2. Description of Related Art
Digital video has been adopted in an increasing number of applications, which include video telephony, video conferencing, surveillance system, VCD (Video CD), DVD, and digital TV. In the past almost two decades, ISO and ITU have separately or jointly developed and defined some digital video compression standards including MPEG-1, MPEG-2, MPEG-4, MPEG-7, H.261, H.263 and H.264. The success of development of the video compression standards fuels the wide applications. The advantage of image and video compression techniques significantly saves the storage space and transmission time without sacrificing much of the image quality.
Most ISO and ITU motion video compression standards adopt Y, Cb and Cr as the pixel elements, which are derived from the original R (Red), G (Green), and B (Blue) color components. The Y stands for the degree of “Luminance”, while the Cb and Cr represent the color difference been separated from the “Luminance”. In both still and motion picture compression algorithms, the 8×8 pixels “Block” based Y, Cb and Cr go through the similar compression procedure individually.

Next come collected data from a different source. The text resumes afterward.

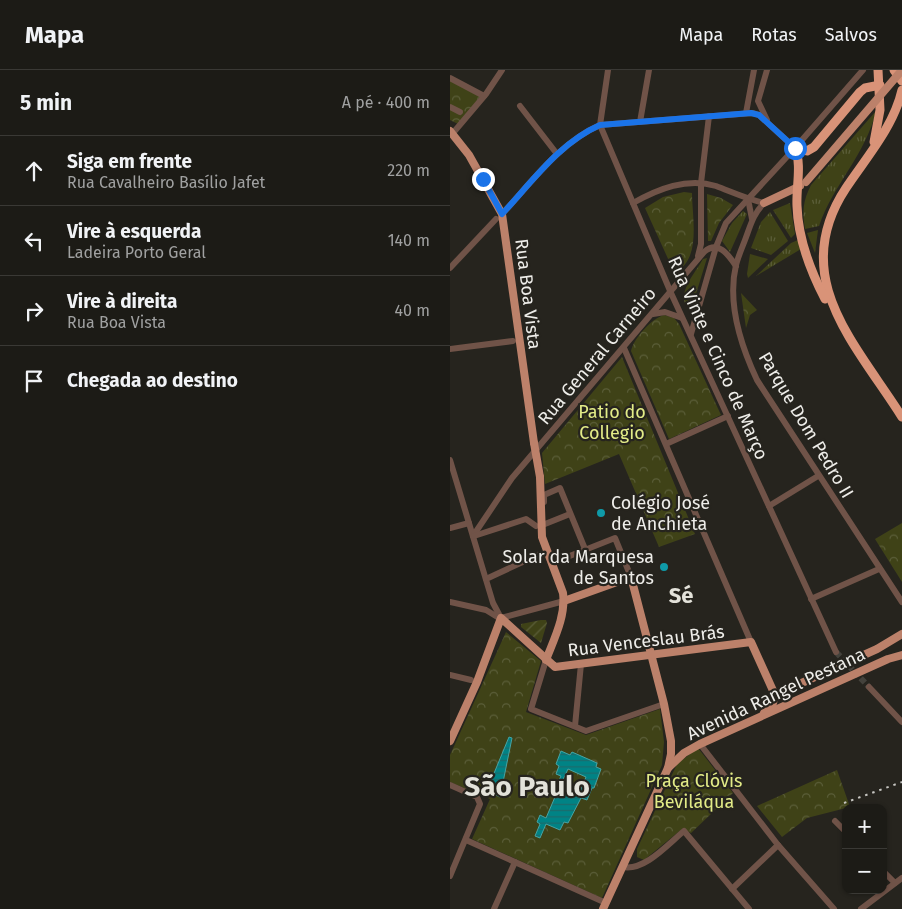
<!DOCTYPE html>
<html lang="pt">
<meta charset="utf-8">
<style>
:root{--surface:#1c1b16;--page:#25241f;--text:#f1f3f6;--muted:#a0a1a1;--line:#3a3935}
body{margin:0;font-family:"Fira Sans",sans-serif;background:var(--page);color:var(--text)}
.controls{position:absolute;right:15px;bottom:15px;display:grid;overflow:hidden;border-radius:10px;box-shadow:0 1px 4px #0004}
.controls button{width:45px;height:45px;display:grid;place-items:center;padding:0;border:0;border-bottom:1px solid var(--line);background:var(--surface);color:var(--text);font:25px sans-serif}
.stop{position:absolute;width:15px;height:15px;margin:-11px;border:4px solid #1a73e8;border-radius:50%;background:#fff}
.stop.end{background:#1a73e8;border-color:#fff;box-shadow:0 1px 5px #0008}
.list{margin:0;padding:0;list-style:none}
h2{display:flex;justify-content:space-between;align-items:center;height:65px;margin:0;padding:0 20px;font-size:21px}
h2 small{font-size:16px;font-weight:400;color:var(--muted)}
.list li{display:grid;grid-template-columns:32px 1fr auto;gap:15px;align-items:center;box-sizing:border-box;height:70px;padding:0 20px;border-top:1px solid var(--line)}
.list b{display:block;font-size:19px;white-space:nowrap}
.list p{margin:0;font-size:16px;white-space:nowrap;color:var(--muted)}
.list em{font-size:16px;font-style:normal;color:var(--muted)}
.icon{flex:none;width:28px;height:28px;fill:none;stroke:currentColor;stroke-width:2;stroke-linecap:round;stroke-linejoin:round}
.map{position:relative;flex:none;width:452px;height:839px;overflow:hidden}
header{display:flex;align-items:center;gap:30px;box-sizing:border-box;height:70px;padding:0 25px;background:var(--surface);border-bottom:1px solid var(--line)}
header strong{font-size:24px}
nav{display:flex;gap:28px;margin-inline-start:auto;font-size:18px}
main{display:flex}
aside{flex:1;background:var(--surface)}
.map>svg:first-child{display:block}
</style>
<header>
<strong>Mapa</strong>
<nav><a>Mapa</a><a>Rotas</a><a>Salvos</a></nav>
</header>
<main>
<aside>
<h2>5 min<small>A pé · 400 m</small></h2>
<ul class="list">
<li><svg class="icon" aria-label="ahead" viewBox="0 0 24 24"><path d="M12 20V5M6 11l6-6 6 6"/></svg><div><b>Siga em frente</b><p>Rua Cavalheiro Basílio Jafet</p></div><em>220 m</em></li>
<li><svg class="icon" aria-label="left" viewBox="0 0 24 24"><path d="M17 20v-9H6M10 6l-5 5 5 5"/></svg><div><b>Vire à esquerda</b><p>Ladeira Porto Geral</p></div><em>140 m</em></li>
<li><svg class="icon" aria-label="right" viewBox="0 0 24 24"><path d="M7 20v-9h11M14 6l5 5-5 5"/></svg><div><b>Vire à direita</b><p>Rua Boa Vista</p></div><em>40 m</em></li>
<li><svg class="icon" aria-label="arrive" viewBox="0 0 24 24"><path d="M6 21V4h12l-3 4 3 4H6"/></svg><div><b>Chegada ao destino</b></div></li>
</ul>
</aside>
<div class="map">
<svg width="452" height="839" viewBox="0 0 452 839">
<defs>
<pattern id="grass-tufts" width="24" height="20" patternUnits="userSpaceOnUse" patternTransform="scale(1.25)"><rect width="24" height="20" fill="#3f4217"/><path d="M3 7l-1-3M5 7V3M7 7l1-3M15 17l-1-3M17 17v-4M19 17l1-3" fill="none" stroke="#5b5e39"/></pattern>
<pattern id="forest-crowns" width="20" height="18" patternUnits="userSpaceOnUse" patternTransform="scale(1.25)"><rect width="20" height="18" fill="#3f4217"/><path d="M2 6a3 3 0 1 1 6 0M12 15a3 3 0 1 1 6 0" fill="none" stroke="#5b5e39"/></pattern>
<pattern id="garden-furrows" width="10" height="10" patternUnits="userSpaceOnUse" patternTransform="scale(1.25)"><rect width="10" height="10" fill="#3f4217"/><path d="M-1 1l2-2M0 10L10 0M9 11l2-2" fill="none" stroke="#5b5e39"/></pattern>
<pattern id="water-rules" width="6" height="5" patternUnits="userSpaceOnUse" patternTransform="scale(1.25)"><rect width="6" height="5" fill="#008385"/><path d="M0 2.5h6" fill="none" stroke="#1c6b6c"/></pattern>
</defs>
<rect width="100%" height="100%" fill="#26241e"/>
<g fill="url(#grass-tufts)">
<path d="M426 41C416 84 383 115 369 156L355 159C352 141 353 131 361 115Z"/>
<path d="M340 133 345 164 341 168 323 140Z"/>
<path d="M293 141 297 144 280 182 272 171 282 153Z"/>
<path d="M320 142 338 171 321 185 301 178 311 152Z"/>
<path d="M368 160 365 183 357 163Z"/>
<path d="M348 170 351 179 306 206 341 173Z"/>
<path d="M300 184 318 189 298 208 297 204Z"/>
</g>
<g fill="url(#forest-crowns)">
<path d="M0 10 30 27 8 54 0 50Z"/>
<path d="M234 122 242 123C242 146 252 192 224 202L195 138 213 127Z"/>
<path d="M257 124 271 128 283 135 269 153 261 171H258Z"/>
<path d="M257 188 242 237 240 239C223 227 246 202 253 189Z"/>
<path d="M291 223 307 240 300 245 296 258Z"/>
<path d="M214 245 224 248 229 254 271 345 219 369 181 281C183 269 202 248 214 245Z"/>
<path d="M172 287 245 464 209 477 169 384 95 414 92 383Z"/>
<path d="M452 453V512L425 469Z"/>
<path d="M56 562 91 591 76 642 136 665 210 639 214 672 212 695 152 828 22 769 40 729 0 712V685Z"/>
<path d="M248 678 283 723 241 763 232 759 194 790 187 787V779L227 694Z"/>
<path d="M387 700 400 737 357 748 332 767 307 736Z"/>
</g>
<path fill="url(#garden-furrows)" d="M91 550H96L97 553 91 573 71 557V554Z"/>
<g fill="url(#water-rules)" stroke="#47a3a3" fill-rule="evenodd">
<path d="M59 667 62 668 50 727 40 722 43 715 40 713Z"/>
<path d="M111 681 120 685 122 682 147 693 146 697 151 699 144 718H142L137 730 131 728 118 753 114 752 110 760 96 754 90 768 85 766 90 754 87 752 90 745 96 748 105 727 102 725 111 706 106 704 109 696 106 694ZM118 699 136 707 129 724 110 716Z"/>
</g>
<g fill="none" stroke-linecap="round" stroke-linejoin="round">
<path stroke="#44423c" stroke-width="6" stroke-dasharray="6 3" stroke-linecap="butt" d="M386 582 419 617"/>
<g stroke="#705348" stroke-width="6">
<path d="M158 0 150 55 221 223 386 582"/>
<path d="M0 8 34 26"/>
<path d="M70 36 107 84"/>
<path d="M0 37 10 42"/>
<path d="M296 43 304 0"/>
<path d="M317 50 308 31 317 0"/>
<path d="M190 52 199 0"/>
<path d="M3 63 36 24 52 0"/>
<path d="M298 129 302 149"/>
<path d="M183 133C208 119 237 107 266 116 282 122 297 129 314 133"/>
<path d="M314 133C303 144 300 157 295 170 292 178 288 187 286 195 277 233 291 276 307 310L452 532"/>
<path d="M52 144C82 112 109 73 150 55L303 43 309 45 345 78"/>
<path d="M248 186 251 174V113L259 46"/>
<path d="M0 198 46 149"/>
<path d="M203 244 215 242 232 248"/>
<path d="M241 264 266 177 276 153 345 78 413 0"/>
<path d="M174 278 301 572"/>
<path d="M0 279 63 271"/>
<path d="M216 374 278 346"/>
<path d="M0 390 43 533 51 548"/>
<path d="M94 432V425L110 418 135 479"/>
<path d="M319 436 368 406"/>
<path d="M95 454 120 444"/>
<path d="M0 458 19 453"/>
<path d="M23 466 62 408 254 182C268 170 278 184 286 196"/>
<path d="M24 466 76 449 86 456"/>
<path d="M102 485 107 491 165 468 181 507"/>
<path d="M36 509 90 484"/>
<path d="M361 529 429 499"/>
<path d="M0 532 36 540 49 548"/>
<path d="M51 548 114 531"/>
<path d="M96 590 81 639 136 661 214 634"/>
<path d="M0 605 21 610"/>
<path d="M419 617 452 652"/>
<path d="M125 656 131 594"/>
<path d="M250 674 328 775 384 839"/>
<path d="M0 715 27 727 30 734 0 806"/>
<path d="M385 751 396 762"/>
<path d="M16 770 156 833"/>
<path d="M173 797C195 801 218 774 234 761L299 839"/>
<path d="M433 801 445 813"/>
<path d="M282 819 328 775"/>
<path d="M44 839 65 792"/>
<path d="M411 839 452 808"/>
</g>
<g stroke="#bc816a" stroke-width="8">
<path d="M0 61 19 85 52 144 84 373"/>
<path d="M314 133 350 116"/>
<path d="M90 407 92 467 113 523C116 546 104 569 96 590"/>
<path d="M114 531 181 507 214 634 221 671V684L218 698 153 839"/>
<path d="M325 625 427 579 452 564"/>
<path d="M314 643 323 633 325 625"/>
<path d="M0 671 27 612 51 548 105 597 301 572 325 625"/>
<path d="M218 698 234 683 250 674 438 589 452 585"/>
</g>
<g stroke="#d99378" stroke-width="9">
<path d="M444 0 452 11"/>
<path d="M452 20C444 56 416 88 396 118 337 207 406 274 452 347"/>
<path d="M424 72 430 40 428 0"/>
<path d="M345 78C352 95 346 117 347 136 348 167 361 202 375 229"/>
<path d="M345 78 357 81 364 77 410 22 415 18 430 15"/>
</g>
<path stroke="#c7c6c2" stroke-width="2" stroke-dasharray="2.5 5" stroke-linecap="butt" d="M394 733 452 712"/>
<g stroke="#bc816a" stroke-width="8">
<path d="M356 112 452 0"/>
<path d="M84 373 90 407"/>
</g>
</g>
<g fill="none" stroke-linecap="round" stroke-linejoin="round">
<path stroke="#1a73e8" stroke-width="6" d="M33 109 52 144C82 112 109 73 150 55L301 43 309 45 345 78"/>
</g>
<g fill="#0f9aa8" stroke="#26241e" stroke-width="2">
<circle cx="151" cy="443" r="5"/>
<circle cx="214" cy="497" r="5"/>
</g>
<g text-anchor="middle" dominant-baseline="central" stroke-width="4.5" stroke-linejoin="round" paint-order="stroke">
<g font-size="18" fill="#eeede9" stroke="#26241e">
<text transform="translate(78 224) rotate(83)">Rua Boa Vista</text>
<text transform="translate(147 286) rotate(-50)">Rua General Carneiro</text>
<text transform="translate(268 288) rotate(66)">Rua Vinte e Cinco de Março</text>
<text transform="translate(356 355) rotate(59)">Parque Dom Pedro II</text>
<text transform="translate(196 571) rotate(-7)">Rua Venceslau Brás</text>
<text transform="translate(326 624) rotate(-25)">Avenida Rangel Pestana</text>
</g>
<g font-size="18" fill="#e2eb87" stroke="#26241e">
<text x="162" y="342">Patio do<tspan x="162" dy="21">Collegio</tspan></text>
<text x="244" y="711">Praça Clóvis<tspan x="244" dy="21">Beviláqua</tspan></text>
</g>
<g font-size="18" fill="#eeede9" stroke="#26241e" text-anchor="start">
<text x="161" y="433">Colégio José<tspan x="161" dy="21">de Anchieta</tspan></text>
<text x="204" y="487" text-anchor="end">Solar da Marquesa<tspan x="204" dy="21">de Santos</tspan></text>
</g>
<g font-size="22" font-weight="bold" fill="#e3e2da" stroke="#26241e">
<text x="231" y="525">Sé</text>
</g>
<g font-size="28" font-weight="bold" fill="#e3e2da" stroke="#26241e">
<text x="77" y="716">São Paulo</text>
</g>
</g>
</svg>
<div class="controls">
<button>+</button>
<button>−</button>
</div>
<div class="stop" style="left:345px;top:78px"></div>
<div class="stop end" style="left:33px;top:109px"></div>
</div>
</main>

Since the motion estimation consumes most computing power in the video compression procedure, the speed up of the motion estimation benefits in the total video compression performance enhancement. Bad or inaccurate measurement of the motion vector, the MV, results in larger differences between the targeted macroblock and the so called “best match” macroblock to cause higher bit rate of the compressed bit stream. A higher bit rate causes longer time in transmitting the data and requires more storage device to save the data. A commonly used method of reducing the bit rate is to quantize the DCT coefficients by using coarser quantization scales, which will more or less degrade the image quality and trigger more artifacts. Therefore, the compression performance, image quality and bit rate, are mostly likely conflicting requirements in video compression and becomes tradeoffs in the video compression system design.
In most prior arts of the motion estimation, the searching range is fixed once the frame size or said the resolution is decided. For instance, said +16 pixels, −15 pixels in X-axis and Y-axis directions. Once the searching range is defined, all blocks within all frames on a video sequence follow the same searching range and move all pixels within the searching range into an on-chip pixel buffer which is use to temporarily store pixels of searching range for each macroblock best match searching. This kind of pixels' moving and storage with fixed searching range cost a lot of times of moving pixels and very often become critical in timing since moving data from off-chip costs much longer time due to the factor that the system board has much higher capacitive loading than an on-chip data path loading. Some times, the whole encoder stops operating caused by the factor of running out of pixels data in the searching range during motion estimation because of slow searching range pixels moving. This degrades the encoding efficiency and causes bad image quality.
SUMMARY OF THE INVENTIONMost motion estimation algorithms require about 50%-60% of the total computing power of the video stream encoding. Accurate prediction of the starting point of searching determines the time of the best match block searching. Allocating pixels of a searching range from an off-chip frame buffer into an on-chip buffer is very time consuming. The present invention is related to a method and apparatus of an efficient motion estimation with accurate starting point prediction and efficient means of allocating pixels within a searching range, which plays an important role in the reduction of time in the motion estimation.
According to an embodiment of this invention, a starting point of the best match block searching is the majority of the surrounding blocks plus the corresponding block of previous frame.
According to an embodiment of this invention, when no any two motion vectors are equal, a starting point of best match searching is the sum of the weighted factors of the surrounding blocks and the corresponding block of previous frame.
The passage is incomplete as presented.